The medical assisting field is expected to experience rapid growth between 2014 and 2024, making it a good fit for individuals seeking career opportunities in health care. As an added bonus, medical assistant training programs only take a year or two to complete and prepare graduates for immediate entry into employment. This article delves into the career outlook for medical assistants in greater detail. Schools offering Medical Assisting degrees can also be found in these popular choices.
Employment Outlook for Medical Assisting Jobs
The U.S. Bureau of Labor Statistics (BLS) reports that medical assisting is expected to experience a higher-than-average rate of growth in coming years. In 2014, there were 591,300 medical assistants in the U.S. workforce, but that number is expected to rise to 730,200 by 2024, representing a 23% increase.
This field's rapid growth is attributed to several factors, including growing numbers of group medical practices, demands of the aging of the U.S. population and increased access to health care due to changes in federal legislation. As the health care industry continues to grow, there will be an increased need for qualified workers to handle medical assisting tasks.

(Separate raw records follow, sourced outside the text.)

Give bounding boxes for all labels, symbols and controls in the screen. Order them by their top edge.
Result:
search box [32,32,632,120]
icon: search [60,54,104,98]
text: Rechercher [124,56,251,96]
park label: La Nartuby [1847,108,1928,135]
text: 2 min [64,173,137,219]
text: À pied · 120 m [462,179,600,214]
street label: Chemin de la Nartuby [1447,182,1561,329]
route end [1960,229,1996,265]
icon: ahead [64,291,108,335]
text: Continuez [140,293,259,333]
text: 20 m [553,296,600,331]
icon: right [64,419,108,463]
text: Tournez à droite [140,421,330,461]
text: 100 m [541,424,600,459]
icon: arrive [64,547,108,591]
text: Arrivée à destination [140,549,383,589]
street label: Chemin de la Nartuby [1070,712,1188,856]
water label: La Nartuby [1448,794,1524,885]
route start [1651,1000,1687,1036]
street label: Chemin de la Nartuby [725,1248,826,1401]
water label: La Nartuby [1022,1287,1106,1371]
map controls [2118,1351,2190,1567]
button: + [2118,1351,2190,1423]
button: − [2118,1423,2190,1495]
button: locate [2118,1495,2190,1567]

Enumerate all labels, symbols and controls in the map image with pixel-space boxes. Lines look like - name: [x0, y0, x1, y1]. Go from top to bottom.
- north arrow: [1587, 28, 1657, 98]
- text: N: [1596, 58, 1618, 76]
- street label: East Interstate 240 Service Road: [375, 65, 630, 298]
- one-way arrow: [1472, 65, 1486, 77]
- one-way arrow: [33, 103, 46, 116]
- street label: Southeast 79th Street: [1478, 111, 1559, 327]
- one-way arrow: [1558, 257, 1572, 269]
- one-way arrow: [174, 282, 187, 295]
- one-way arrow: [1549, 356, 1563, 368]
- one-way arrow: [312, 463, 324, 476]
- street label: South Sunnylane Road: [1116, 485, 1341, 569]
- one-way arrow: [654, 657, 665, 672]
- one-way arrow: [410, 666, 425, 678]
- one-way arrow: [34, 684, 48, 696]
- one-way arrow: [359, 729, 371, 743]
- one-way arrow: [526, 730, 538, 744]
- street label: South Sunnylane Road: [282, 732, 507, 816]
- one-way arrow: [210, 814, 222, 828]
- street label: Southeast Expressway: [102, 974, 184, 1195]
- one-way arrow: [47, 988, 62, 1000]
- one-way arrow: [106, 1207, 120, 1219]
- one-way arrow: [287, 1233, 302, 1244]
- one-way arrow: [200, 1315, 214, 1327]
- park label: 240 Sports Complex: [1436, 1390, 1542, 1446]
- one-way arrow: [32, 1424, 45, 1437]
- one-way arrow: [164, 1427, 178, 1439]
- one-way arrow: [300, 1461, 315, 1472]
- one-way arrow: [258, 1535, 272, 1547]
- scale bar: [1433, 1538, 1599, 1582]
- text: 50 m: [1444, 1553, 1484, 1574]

Important Facts about this Occupation
|Key Skills||Analytical, detail-oriented, skilled at working with others, skilled at handling medical instruments and machinery|
|On-the-Job Training||Medical terminology, how to handle equipment, how to interact with patients, medical coding, daily tasks|
|Work Environment||Full time work in healthcare facilities and offices; may work weekends and evenings|
|Similar Occupations||Dental assistants, registered nurses, physician assistants, pharmacy technicians|
Source: US Bureau of Labor Statistics
Individuals who are certified in medical assisting may find the best job prospects, according to the BLS. Though no postsecondary education is required to become a medical assistant, many employers look favorably upon job applicants with formal education. Both associate degree programs and diploma and certificate programs in medical assisting are widely available, and a variety of professional associations provide certification, including the American Association of Medical Assistants (AAMA).
In 2014, the BLS reported that the average annual wage for medical assistants throughout the country was $31,220. Most of these workers were employed in physicians' offices and hospitals at that time, though the highest wages came specifically from scientific research and development services, which paid an average of $36,670 per year. Geographically, medical assistants in the District of Columbia, Alaska, Massachusetts, Washington and Connecticut earned the most in 2014, while jobs were most plentiful in California, Texas, Florida, Pennsylvania and New York.